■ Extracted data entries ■
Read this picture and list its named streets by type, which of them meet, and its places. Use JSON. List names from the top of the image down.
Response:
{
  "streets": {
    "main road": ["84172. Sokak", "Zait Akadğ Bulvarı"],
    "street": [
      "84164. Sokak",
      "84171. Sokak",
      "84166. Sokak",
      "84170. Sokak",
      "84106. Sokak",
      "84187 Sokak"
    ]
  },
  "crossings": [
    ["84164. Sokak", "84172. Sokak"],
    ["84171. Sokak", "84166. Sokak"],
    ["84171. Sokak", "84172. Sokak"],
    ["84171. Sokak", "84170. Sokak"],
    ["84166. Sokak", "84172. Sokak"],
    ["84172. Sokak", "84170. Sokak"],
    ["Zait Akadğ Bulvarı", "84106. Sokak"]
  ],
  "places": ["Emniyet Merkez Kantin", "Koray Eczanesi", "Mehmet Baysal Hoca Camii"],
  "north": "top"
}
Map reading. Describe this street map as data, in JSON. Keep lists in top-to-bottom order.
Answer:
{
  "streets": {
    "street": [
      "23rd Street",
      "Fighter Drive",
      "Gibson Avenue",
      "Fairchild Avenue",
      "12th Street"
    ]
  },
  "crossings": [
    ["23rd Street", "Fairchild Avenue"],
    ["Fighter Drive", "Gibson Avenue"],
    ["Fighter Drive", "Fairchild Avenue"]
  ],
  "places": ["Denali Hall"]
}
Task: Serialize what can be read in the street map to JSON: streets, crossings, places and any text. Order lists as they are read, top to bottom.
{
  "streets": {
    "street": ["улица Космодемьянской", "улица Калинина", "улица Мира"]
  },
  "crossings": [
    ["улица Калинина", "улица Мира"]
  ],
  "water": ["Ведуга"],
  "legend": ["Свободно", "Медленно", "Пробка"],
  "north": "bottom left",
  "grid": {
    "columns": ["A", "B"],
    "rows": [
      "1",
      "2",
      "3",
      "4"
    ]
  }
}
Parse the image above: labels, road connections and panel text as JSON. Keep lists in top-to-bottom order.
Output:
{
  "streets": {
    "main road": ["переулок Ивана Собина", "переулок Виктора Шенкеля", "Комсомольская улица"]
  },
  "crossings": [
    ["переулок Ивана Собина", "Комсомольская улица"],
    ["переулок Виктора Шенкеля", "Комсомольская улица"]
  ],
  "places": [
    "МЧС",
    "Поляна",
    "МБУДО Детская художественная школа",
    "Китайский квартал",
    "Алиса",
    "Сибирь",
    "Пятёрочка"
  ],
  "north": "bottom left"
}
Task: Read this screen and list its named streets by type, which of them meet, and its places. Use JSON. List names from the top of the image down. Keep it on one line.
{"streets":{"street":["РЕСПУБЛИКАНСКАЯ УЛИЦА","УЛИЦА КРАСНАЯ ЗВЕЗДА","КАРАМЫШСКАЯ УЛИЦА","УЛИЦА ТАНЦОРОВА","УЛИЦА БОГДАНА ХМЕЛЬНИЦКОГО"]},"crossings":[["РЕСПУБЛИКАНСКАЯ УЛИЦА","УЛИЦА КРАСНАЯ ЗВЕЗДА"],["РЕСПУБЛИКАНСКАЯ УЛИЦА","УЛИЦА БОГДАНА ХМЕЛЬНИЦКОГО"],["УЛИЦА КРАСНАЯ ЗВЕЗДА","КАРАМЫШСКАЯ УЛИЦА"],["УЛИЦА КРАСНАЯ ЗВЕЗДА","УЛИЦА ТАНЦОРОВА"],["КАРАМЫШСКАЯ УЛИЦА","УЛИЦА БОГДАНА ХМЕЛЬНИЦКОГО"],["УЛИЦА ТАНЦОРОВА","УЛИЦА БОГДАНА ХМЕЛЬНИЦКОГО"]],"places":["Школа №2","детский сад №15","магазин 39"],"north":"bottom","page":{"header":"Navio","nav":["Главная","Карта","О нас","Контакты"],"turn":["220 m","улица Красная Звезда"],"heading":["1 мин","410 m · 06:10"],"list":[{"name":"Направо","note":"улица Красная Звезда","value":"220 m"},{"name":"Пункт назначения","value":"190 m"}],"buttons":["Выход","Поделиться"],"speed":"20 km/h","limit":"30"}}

■ Exercise description ■
However many lines the data holds, return each one exactly.

■ Task result ■
Read this picture and list its named streets by type, which of them meet, and its places. Use JSON. List names from the top of the image down.
Response:
{
  "streets": {
    "main road": ["84172. Sokak", "Zait Akadğ Bulvarı"],
    "street": [
      "84164. Sokak",
      "84171. Sokak",
      "84166. Sokak",
      "84170. Sokak",
      "84106. Sokak",
      "84187 Sokak"
    ]
  },
  "crossings": [
    ["84164. Sokak", "84172. Sokak"],
    ["84171. Sokak", "84166. Sokak"],
    ["84171. Sokak", "84172. Sokak"],
    ["84171. Sokak", "84170. Sokak"],
    ["84166. Sokak", "84172. Sokak"],
    ["84172. Sokak", "84170. Sokak"],
    ["Zait Akadğ Bulvarı", "84106. Sokak"]
  ],
  "places": ["Emniyet Merkez Kantin", "Koray Eczanesi", "Mehmet Baysal Hoca Camii"],
  "north": "top"
}
Map reading. Describe this street map as data, in JSON. Keep lists in top-to-bottom order.
Answer:
{
  "streets": {
    "street": [
      "23rd Street",
      "Fighter Drive",
      "Gibson Avenue",
      "Fairchild Avenue",
      "12th Street"
    ]
  },
  "crossings": [
    ["23rd Street", "Fairchild Avenue"],
    ["Fighter Drive", "Gibson Avenue"],
    ["Fighter Drive", "Fairchild Avenue"]
  ],
  "places": ["Denali Hall"]
}
Task: Serialize what can be read in the street map to JSON: streets, crossings, places and any text. Order lists as they are read, top to bottom.
{
  "streets": {
    "street": ["улица Космодемьянской", "улица Калинина", "улица Мира"]
  },
  "crossings": [
    ["улица Калинина", "улица Мира"]
  ],
  "water": ["Ведуга"],
  "legend": ["Свободно", "Медленно", "Пробка"],
  "north": "bottom left",
  "grid": {
    "columns": ["A", "B"],
    "rows": [
      "1",
      "2",
      "3",
      "4"
    ]
  }
}
Parse the image above: labels, road connections and panel text as JSON. Keep lists in top-to-bottom order.
Output:
{
  "streets": {
    "main road": ["переулок Ивана Собина", "переулок Виктора Шенкеля", "Комсомольская улица"]
  },
  "crossings": [
    ["переулок Ивана Собина", "Комсомольская улица"],
    ["переулок Виктора Шенкеля", "Комсомольская улица"]
  ],
  "places": [
    "МЧС",
    "Поляна",
    "МБУДО Детская художественная школа",
    "Китайский квартал",
    "Алиса",
    "Сибирь",
    "Пятёрочка"
  ],
  "north": "bottom left"
}
Task: Read this screen and list its named streets by type, which of them meet, and its places. Use JSON. List names from the top of the image down. Keep it on one line.
{"streets":{"street":["РЕСПУБЛИКАНСКАЯ УЛИЦА","УЛИЦА КРАСНАЯ ЗВЕЗДА","КАРАМЫШСКАЯ УЛИЦА","УЛИЦА ТАНЦОРОВА","УЛИЦА БОГДАНА ХМЕЛЬНИЦКОГО"]},"crossings":[["РЕСПУБЛИКАНСКАЯ УЛИЦА","УЛИЦА КРАСНАЯ ЗВЕЗДА"],["РЕСПУБЛИКАНСКАЯ УЛИЦА","УЛИЦА БОГДАНА ХМЕЛЬНИЦКОГО"],["УЛИЦА КРАСНАЯ ЗВЕЗДА","КАРАМЫШСКАЯ УЛИЦА"],["УЛИЦА КРАСНАЯ ЗВЕЗДА","УЛИЦА ТАНЦОРОВА"],["КАРАМЫШСКАЯ УЛИЦА","УЛИЦА БОГДАНА ХМЕЛЬНИЦКОГО"],["УЛИЦА ТАНЦОРОВА","УЛИЦА БОГДАНА ХМЕЛЬНИЦКОГО"]],"places":["Школа №2","детский сад №15","магазин 39"],"north":"bottom","page":{"header":"Navio","nav":["Главная","Карта","О нас","Контакты"],"turn":["220 m","улица Красная Звезда"],"heading":["1 мин","410 m · 06:10"],"list":[{"name":"Направо","note":"улица Красная Звезда","value":"220 m"},{"name":"Пункт назначения","value":"190 m"}],"buttons":["Выход","Поделиться"],"speed":"20 km/h","limit":"30"}}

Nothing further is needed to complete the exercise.